ACTIVITY ▸ From the top of the records below down to the line containing "1px #4a4347) drop-shadow(0", reproduce every line exactly.

ENTRIES SHOWN ▸
Segment Open

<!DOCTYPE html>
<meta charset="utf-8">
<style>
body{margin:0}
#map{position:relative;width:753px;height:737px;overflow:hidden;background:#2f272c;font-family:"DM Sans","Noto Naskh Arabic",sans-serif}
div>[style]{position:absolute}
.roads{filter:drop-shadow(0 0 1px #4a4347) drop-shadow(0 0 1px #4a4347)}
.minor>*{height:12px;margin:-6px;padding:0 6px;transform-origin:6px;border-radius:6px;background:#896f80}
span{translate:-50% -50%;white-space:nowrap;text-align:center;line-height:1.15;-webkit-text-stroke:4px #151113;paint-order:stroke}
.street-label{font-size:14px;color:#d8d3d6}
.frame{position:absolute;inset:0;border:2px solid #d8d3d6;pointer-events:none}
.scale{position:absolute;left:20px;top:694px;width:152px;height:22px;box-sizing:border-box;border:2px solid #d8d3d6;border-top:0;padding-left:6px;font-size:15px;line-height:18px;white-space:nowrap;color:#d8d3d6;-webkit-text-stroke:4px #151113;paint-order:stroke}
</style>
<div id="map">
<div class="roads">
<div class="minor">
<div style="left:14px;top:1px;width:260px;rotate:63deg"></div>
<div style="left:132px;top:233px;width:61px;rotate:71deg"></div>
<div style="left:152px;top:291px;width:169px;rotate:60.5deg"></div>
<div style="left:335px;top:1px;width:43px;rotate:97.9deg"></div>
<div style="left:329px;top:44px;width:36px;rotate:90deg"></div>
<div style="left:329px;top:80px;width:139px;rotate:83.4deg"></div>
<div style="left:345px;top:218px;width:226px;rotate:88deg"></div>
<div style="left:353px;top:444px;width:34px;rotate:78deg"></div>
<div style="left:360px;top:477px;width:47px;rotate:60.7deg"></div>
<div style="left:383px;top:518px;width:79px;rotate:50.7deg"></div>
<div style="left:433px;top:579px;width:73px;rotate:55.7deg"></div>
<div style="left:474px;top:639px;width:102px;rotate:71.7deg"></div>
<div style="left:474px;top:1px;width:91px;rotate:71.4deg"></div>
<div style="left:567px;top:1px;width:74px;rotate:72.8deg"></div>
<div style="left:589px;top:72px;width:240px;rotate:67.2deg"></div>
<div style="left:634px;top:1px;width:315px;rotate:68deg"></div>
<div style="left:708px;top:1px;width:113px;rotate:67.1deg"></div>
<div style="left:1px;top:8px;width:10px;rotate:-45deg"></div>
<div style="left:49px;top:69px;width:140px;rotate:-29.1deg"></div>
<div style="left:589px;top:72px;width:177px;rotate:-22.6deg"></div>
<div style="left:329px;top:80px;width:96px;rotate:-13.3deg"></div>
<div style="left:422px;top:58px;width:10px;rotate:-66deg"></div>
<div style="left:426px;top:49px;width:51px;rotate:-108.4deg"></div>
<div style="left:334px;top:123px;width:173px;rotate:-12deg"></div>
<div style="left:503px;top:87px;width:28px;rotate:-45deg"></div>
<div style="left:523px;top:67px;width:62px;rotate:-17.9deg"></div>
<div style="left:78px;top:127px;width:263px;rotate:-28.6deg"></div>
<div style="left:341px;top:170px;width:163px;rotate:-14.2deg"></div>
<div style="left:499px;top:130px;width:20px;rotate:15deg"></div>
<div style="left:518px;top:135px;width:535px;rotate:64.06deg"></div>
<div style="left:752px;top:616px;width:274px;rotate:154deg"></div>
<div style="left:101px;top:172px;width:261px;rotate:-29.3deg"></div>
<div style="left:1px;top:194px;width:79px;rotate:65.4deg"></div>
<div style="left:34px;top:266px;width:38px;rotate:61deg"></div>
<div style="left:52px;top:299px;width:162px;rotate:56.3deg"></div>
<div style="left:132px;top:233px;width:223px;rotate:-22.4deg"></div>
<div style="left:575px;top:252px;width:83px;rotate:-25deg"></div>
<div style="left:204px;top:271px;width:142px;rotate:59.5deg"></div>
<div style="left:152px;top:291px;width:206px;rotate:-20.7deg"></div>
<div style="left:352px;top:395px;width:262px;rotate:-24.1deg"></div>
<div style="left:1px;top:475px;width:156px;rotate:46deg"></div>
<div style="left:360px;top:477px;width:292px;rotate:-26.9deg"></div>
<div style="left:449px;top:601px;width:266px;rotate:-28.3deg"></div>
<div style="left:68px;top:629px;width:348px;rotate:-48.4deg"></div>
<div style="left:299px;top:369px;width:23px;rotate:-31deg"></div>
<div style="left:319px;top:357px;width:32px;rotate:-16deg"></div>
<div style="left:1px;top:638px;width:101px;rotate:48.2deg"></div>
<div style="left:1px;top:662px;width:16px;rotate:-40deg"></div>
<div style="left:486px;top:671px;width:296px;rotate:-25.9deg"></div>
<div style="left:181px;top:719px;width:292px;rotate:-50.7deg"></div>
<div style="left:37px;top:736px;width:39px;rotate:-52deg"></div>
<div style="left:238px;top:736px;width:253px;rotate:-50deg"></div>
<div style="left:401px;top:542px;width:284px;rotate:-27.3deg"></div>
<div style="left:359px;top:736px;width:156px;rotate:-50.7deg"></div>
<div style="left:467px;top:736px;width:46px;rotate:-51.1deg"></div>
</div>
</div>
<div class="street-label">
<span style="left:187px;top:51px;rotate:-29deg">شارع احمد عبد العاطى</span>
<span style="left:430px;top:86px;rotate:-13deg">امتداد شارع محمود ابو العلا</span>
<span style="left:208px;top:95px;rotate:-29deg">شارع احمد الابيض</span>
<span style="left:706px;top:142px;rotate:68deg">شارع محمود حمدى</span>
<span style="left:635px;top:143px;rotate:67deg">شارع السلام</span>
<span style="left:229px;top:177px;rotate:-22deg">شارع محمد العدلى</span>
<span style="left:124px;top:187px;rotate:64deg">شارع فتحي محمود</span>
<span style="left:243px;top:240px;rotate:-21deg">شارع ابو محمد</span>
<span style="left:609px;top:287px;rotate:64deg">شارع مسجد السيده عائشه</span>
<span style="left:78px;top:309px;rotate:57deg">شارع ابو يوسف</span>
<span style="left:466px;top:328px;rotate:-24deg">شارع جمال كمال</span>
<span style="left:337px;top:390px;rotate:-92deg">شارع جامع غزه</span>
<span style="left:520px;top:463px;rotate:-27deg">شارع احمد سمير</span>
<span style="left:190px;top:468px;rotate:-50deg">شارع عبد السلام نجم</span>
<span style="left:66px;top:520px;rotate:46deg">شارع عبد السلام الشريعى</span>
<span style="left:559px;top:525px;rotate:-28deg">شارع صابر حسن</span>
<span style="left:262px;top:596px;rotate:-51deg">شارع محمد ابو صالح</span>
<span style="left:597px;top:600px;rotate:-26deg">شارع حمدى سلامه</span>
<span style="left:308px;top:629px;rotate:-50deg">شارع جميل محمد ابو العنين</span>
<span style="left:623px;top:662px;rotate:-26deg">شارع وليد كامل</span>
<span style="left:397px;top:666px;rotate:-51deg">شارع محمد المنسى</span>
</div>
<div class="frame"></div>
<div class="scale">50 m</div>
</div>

Segment Closed

ANSWER SECTION ▸
<!DOCTYPE html>
<meta charset="utf-8">
<style>
body{margin:0}
#map{position:relative;width:753px;height:737px;overflow:hidden;background:#2f272c;font-family:"DM Sans","Noto Naskh Arabic",sans-serif}
div>[style]{position:absolute}
.roads{filter:drop-shadow(0 0 1px #4a4347) drop-shadow(0 0 1px #4a4347)}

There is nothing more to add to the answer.